## EXTRACTED INFORMATION
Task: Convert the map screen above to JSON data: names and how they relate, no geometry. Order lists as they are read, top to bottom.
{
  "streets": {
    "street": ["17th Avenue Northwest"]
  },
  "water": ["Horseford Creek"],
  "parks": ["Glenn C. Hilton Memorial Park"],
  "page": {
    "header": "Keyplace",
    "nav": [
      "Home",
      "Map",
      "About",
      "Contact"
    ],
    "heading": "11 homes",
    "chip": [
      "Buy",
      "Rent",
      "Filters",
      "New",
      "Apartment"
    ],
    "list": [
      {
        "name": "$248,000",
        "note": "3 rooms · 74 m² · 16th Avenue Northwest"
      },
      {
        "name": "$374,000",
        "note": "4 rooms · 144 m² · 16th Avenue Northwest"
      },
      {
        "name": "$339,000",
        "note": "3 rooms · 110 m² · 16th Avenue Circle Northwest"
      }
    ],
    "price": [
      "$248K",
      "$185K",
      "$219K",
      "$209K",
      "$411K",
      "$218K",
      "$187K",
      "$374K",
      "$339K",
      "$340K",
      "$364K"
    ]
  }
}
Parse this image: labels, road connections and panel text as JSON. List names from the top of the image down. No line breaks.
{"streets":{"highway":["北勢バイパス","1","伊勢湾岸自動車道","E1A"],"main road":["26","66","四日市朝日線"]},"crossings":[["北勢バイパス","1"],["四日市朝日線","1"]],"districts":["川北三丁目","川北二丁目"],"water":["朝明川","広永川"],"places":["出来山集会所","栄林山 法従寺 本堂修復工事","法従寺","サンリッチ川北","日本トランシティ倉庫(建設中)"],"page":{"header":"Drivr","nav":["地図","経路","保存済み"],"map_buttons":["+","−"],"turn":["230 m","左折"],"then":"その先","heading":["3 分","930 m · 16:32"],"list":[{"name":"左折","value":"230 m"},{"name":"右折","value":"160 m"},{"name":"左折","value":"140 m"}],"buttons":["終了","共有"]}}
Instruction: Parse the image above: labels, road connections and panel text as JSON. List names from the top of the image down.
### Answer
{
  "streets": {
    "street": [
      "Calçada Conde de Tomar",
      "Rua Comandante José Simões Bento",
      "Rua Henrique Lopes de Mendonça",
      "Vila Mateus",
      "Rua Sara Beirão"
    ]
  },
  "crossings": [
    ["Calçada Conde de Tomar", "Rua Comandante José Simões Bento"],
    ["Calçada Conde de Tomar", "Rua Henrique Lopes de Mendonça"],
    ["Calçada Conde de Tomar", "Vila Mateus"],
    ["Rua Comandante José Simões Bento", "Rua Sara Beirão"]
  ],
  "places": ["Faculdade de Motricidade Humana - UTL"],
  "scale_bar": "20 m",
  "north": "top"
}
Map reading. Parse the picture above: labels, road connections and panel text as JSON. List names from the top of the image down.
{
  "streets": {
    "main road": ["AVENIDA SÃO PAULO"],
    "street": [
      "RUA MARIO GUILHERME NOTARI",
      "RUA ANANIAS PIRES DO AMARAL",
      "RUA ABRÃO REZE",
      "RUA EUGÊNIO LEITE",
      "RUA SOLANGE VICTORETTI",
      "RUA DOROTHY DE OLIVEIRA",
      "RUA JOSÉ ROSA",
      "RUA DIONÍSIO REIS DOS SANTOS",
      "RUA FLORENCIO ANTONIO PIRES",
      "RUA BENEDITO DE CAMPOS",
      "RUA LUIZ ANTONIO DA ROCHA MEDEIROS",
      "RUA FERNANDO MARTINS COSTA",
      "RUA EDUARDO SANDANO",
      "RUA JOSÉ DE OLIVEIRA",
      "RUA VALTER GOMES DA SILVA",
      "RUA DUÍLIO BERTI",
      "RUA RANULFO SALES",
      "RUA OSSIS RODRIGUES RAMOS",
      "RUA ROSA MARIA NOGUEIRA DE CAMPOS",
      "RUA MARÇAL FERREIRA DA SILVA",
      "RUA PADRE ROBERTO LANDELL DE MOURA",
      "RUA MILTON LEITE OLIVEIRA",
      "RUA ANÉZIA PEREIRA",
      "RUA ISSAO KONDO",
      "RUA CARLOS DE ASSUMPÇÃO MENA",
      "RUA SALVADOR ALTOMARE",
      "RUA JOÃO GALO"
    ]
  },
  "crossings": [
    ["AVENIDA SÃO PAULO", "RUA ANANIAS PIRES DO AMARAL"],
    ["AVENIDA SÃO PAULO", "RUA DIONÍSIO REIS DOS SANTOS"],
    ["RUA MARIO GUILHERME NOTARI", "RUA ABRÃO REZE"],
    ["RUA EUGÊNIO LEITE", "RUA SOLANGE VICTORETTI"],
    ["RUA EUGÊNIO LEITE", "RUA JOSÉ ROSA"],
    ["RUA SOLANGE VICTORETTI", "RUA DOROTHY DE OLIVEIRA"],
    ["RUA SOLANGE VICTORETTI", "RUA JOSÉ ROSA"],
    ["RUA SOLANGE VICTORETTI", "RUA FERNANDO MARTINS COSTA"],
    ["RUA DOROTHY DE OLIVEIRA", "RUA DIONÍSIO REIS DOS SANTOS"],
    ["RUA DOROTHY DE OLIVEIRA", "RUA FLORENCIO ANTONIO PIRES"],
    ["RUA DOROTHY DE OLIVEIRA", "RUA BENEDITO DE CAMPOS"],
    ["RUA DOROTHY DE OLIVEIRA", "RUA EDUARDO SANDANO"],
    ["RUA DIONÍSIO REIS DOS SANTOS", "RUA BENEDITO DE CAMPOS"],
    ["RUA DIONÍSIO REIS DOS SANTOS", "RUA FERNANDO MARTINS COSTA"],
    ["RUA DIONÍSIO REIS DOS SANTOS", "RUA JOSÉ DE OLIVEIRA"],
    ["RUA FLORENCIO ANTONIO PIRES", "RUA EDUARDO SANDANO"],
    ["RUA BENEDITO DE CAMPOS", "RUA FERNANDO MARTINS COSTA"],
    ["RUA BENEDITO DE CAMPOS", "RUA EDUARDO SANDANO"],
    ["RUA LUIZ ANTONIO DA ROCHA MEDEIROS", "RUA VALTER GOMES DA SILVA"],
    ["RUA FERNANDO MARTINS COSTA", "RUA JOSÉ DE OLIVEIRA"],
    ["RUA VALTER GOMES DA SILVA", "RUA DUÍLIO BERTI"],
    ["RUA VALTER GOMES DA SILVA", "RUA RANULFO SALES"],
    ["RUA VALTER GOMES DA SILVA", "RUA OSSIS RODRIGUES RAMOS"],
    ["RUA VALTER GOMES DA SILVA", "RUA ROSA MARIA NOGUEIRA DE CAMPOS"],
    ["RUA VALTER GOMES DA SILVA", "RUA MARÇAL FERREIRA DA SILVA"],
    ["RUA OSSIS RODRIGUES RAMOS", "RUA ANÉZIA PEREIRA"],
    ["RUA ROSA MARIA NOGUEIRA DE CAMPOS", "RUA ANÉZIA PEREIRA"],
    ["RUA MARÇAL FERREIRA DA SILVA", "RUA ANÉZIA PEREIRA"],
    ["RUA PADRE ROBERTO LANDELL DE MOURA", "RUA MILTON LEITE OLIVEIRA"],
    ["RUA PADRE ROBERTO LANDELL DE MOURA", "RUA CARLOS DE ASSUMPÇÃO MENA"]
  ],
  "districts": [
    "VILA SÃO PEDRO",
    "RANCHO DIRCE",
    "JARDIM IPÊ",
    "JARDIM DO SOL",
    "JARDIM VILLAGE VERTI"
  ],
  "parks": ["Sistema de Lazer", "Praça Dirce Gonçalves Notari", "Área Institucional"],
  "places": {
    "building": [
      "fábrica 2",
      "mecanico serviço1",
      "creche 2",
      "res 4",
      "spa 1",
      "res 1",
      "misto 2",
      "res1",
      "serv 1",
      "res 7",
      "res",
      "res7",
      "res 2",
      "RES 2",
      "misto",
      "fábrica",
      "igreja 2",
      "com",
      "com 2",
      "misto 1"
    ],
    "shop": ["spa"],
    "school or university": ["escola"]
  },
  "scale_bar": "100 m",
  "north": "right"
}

## ACTIVITY
Gather each line of the listing containing the word "FERREIRA" and show it.

## WRITTEN REPLY
      "RUA MARÇAL FERREIRA DA SILVA",
    ["RUA VALTER GOMES DA SILVA", "RUA MARÇAL FERREIRA DA SILVA"],
    ["RUA MARÇAL FERREIRA DA SILVA", "RUA ANÉZIA PEREIRA"],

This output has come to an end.